Exercise details ▸ From the entries provided below, copy each line that contains the word "green".

** Opening Material provided block **

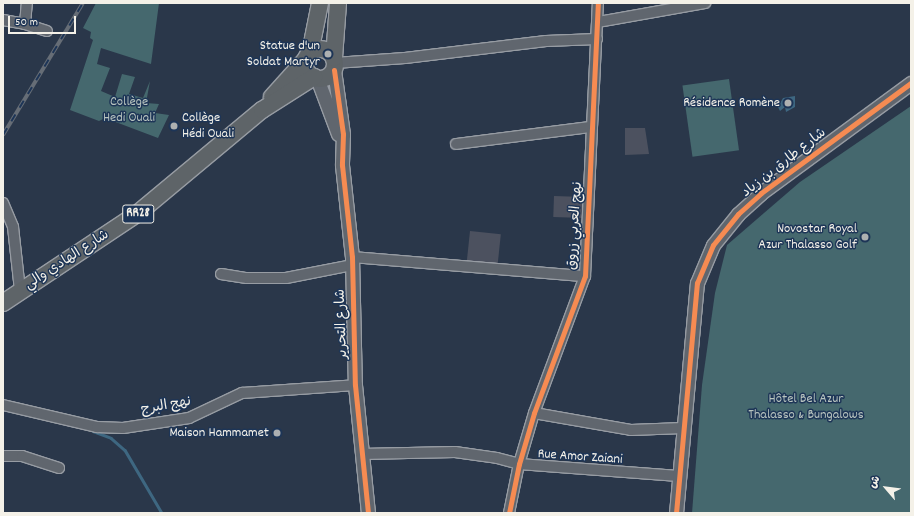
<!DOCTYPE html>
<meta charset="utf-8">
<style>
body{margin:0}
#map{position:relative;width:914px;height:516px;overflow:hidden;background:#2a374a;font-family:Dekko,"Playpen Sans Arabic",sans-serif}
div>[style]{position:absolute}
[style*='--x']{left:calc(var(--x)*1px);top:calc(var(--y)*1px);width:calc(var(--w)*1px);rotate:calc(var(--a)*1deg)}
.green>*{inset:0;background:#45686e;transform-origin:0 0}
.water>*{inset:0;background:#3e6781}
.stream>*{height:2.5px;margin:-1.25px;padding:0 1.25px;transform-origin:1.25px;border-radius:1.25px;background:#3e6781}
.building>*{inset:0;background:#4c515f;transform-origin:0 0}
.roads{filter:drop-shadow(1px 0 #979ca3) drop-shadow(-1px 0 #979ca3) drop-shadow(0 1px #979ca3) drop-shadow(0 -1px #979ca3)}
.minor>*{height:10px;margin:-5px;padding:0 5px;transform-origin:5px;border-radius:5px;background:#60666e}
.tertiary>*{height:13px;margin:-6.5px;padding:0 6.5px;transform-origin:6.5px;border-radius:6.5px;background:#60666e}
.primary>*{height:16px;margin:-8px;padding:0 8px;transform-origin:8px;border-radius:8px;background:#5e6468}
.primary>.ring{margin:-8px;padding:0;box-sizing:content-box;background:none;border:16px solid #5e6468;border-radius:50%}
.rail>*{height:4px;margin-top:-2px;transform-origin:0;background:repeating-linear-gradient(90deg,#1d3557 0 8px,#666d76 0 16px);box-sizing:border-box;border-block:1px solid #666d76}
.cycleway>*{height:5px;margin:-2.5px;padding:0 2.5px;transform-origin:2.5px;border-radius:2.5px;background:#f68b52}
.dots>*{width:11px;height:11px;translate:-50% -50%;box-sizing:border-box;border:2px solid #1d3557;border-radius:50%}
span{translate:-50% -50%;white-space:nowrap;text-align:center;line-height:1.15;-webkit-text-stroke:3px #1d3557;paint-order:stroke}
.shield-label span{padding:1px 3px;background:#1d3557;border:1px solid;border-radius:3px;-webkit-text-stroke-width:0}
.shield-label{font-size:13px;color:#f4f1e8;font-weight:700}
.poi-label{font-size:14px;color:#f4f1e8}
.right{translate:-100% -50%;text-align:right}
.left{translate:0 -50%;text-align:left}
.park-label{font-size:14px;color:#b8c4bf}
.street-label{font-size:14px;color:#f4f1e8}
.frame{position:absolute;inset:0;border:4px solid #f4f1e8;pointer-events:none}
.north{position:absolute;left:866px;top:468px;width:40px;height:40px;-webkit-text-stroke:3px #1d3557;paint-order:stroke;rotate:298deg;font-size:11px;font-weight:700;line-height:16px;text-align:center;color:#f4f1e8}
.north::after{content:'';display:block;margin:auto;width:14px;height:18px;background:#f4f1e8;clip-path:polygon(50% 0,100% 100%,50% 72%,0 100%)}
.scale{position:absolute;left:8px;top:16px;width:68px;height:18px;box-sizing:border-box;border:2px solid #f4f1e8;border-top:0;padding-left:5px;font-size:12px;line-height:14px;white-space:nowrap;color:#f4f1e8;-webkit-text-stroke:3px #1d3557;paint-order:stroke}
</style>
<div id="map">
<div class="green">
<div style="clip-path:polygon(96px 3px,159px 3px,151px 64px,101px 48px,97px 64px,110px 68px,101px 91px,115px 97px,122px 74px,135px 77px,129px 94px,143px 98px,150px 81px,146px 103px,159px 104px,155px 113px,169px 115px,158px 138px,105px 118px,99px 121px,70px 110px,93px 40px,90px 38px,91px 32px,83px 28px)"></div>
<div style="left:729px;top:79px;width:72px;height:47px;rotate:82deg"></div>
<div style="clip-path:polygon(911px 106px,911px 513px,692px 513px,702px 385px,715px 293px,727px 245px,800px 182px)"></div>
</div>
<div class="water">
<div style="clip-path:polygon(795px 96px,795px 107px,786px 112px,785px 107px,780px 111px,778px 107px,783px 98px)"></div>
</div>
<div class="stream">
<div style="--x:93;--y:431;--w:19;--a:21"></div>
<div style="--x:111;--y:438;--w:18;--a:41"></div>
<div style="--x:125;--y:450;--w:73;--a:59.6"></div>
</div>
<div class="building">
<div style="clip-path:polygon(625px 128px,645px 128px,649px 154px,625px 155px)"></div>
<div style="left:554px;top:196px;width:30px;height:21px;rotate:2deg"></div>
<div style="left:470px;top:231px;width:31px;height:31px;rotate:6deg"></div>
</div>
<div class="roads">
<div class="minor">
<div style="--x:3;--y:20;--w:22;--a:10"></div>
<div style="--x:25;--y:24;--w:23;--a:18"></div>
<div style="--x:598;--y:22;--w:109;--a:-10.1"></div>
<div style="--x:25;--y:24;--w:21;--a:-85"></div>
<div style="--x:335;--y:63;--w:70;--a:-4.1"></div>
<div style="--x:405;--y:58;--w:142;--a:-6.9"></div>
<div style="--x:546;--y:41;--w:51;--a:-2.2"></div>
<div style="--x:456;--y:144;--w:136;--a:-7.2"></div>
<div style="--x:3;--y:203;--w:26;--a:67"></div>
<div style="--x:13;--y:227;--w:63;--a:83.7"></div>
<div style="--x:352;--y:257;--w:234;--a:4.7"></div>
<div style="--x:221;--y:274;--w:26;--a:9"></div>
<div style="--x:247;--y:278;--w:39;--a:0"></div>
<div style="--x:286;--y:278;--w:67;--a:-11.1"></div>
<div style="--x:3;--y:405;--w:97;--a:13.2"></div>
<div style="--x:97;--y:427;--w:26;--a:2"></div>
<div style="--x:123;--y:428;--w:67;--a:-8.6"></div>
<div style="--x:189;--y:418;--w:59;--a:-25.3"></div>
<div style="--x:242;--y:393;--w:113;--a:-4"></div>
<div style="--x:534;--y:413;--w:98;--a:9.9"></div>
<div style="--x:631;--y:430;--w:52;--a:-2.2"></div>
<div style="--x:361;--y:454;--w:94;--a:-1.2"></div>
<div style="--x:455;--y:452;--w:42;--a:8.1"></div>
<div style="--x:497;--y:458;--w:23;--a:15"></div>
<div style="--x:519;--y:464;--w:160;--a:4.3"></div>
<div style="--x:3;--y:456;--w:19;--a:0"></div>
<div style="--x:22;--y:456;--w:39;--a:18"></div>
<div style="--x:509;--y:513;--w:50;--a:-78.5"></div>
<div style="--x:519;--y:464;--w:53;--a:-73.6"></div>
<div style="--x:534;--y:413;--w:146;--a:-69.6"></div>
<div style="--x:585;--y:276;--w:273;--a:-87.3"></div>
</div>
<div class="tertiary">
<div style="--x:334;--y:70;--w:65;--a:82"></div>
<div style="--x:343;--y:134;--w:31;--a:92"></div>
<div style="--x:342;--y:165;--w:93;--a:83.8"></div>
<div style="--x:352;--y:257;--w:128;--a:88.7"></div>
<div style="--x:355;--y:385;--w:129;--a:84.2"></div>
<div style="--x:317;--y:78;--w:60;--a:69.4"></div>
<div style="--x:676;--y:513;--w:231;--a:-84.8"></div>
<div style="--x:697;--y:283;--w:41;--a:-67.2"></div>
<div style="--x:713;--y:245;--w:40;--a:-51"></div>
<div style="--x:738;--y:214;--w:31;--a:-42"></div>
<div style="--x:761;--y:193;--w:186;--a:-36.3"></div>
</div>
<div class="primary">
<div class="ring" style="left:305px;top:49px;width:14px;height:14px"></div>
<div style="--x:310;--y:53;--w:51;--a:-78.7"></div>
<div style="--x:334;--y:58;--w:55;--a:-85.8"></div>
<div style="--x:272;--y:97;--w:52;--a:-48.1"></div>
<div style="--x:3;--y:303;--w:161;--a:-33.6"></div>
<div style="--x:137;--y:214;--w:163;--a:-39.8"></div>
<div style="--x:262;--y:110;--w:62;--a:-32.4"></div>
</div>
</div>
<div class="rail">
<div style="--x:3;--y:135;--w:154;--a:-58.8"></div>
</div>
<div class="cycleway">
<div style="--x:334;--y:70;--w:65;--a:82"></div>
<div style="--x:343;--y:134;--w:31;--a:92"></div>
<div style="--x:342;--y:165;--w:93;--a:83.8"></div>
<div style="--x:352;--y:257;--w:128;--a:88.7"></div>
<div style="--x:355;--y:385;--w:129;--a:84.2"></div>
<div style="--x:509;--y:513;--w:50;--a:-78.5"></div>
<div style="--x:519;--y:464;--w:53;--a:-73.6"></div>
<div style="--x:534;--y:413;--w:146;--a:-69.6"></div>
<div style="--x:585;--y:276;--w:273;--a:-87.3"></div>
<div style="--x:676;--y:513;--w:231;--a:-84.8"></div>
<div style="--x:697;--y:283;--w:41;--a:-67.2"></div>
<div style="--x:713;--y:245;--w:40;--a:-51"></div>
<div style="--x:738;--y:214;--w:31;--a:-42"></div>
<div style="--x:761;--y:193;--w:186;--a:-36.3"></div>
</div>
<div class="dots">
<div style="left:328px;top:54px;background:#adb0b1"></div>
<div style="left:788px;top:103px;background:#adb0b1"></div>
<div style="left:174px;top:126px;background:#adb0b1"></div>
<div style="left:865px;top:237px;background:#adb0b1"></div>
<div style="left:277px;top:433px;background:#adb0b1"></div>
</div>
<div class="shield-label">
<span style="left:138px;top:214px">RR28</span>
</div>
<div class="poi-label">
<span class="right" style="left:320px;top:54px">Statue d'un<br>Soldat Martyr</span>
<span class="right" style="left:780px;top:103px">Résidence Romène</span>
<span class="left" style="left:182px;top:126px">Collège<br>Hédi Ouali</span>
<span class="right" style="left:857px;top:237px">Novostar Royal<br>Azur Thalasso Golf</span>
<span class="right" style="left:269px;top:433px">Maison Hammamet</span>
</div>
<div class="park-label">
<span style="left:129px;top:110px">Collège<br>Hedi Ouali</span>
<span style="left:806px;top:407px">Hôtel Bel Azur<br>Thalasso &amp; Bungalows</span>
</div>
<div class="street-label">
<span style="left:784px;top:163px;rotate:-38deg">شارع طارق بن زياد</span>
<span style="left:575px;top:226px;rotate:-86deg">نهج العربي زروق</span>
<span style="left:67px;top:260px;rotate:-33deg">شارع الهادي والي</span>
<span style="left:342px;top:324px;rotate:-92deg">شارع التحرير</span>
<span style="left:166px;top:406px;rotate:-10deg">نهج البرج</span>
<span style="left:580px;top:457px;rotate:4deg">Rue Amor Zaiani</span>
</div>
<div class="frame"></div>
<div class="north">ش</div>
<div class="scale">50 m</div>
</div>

** Closing Material provided block **
** Opening Material provided block **

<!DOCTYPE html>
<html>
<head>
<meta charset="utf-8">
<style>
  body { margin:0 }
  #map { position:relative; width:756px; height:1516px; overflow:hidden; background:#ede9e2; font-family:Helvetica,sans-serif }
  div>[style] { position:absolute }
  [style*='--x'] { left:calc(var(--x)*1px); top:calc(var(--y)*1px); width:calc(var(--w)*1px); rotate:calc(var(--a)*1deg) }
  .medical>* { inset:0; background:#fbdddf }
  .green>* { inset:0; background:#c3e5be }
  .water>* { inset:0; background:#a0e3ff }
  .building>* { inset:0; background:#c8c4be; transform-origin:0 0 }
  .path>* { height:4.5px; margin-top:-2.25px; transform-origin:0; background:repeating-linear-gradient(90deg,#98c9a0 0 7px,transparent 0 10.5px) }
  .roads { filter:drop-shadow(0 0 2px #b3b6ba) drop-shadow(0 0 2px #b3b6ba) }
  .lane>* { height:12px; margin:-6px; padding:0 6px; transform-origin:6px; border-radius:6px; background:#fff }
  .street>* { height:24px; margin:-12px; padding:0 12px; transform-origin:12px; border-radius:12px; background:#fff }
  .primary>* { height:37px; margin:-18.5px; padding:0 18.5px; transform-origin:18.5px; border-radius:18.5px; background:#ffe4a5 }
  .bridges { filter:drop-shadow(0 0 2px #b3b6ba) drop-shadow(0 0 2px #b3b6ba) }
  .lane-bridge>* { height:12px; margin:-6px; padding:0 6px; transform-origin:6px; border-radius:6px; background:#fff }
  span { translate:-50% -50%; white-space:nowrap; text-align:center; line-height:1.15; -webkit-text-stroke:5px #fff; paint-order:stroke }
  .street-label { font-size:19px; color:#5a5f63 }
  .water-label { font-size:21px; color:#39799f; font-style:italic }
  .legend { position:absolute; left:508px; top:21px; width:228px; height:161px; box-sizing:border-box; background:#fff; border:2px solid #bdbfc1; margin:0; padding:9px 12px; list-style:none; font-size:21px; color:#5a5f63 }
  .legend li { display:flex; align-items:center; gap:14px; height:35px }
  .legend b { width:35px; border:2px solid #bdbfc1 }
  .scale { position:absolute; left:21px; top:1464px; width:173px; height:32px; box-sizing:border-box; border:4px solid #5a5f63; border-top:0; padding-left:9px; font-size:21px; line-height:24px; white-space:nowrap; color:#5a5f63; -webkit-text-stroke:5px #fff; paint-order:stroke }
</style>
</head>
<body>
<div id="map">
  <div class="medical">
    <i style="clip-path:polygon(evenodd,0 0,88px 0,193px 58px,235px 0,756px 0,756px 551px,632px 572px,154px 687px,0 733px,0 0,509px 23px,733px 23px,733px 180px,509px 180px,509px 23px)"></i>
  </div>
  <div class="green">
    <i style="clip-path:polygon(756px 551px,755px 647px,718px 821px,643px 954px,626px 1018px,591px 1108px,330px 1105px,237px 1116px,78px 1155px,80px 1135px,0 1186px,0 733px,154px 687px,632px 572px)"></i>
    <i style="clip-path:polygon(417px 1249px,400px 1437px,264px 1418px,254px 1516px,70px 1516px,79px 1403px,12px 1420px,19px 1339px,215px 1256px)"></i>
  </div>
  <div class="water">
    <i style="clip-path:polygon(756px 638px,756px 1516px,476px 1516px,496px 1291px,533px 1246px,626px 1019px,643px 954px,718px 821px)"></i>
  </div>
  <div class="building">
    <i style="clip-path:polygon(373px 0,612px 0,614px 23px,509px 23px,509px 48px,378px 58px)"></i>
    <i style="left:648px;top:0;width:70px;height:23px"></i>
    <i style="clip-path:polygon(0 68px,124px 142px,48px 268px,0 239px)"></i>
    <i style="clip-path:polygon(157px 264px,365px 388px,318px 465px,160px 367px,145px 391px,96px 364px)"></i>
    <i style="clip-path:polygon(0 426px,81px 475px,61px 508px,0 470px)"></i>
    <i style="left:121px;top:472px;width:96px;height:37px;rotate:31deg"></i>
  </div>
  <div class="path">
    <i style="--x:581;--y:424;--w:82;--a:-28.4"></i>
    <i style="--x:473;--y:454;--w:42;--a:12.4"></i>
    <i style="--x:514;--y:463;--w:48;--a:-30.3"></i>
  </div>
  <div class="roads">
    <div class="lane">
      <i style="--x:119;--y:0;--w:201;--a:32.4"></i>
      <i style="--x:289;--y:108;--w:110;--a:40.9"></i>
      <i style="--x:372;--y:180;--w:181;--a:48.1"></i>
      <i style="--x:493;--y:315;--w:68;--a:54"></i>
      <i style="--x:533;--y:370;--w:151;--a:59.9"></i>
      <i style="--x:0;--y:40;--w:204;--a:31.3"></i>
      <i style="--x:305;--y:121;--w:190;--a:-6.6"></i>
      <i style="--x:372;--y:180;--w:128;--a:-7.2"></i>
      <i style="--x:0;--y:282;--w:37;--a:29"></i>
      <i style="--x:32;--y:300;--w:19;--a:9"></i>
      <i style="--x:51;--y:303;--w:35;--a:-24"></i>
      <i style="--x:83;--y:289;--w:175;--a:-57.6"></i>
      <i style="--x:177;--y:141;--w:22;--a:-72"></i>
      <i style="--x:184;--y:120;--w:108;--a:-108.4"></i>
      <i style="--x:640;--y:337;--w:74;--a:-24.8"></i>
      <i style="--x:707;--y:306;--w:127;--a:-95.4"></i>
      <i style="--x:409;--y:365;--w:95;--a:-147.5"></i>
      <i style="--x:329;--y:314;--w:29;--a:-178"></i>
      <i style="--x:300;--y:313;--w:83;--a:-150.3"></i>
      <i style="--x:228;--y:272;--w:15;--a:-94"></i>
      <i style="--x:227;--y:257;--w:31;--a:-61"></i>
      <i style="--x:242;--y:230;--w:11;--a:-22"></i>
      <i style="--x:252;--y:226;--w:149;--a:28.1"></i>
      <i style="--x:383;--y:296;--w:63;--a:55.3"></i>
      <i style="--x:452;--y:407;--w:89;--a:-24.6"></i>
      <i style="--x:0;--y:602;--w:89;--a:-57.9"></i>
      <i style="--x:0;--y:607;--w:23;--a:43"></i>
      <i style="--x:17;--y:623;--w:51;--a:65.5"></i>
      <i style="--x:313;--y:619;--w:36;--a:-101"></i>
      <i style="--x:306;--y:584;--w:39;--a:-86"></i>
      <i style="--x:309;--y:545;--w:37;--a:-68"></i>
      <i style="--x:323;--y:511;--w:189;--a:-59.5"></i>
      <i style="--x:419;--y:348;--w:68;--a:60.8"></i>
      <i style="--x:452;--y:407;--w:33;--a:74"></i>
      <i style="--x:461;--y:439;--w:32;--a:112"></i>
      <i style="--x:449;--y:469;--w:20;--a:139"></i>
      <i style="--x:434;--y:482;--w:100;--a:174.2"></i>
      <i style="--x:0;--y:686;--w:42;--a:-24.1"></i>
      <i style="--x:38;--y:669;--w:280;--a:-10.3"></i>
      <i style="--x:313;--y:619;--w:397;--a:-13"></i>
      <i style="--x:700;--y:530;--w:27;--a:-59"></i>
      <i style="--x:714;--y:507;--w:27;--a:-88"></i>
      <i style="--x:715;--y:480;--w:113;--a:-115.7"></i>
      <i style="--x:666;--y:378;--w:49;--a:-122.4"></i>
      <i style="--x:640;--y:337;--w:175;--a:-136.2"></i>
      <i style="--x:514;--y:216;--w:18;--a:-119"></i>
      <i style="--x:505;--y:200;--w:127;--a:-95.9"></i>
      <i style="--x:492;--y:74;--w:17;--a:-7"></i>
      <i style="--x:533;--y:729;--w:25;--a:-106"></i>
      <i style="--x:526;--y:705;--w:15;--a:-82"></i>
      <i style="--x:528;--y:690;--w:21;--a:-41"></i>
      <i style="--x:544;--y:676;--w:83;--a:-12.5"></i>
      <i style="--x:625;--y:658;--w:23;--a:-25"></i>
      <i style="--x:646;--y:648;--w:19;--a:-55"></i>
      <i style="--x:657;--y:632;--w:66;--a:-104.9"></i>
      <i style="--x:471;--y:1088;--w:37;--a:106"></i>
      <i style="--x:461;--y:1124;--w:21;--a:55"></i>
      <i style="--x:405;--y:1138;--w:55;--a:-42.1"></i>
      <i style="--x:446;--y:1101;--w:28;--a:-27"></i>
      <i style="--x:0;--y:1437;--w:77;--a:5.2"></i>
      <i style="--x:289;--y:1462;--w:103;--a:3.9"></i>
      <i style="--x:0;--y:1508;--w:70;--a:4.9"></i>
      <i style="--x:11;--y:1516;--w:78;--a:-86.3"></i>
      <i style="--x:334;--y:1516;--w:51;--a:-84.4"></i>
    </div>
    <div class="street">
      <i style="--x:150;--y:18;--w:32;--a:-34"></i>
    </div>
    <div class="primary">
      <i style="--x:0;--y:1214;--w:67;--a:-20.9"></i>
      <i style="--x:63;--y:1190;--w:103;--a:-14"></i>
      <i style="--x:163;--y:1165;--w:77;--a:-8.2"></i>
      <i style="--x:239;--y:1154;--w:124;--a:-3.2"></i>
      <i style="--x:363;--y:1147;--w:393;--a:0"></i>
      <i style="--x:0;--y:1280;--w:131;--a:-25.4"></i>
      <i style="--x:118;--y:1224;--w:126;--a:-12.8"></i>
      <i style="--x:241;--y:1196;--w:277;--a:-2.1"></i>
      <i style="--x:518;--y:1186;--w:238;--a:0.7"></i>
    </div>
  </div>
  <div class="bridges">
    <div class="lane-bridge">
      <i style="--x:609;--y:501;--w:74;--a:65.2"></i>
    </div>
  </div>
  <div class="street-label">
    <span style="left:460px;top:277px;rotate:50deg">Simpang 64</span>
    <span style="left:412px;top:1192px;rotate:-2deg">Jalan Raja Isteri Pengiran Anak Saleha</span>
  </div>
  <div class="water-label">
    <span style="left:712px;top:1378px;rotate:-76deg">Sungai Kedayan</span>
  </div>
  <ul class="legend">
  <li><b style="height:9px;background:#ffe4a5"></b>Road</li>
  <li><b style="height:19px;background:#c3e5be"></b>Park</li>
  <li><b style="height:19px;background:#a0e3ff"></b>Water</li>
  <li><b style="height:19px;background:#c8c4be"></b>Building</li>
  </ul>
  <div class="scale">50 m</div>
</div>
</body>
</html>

** Closing Material provided block **

Result for this exercise ▸
.green>*{inset:0;background:#45686e;transform-origin:0 0}
<div class="green">
  .green>* { inset:0; background:#c3e5be }
  <div class="green">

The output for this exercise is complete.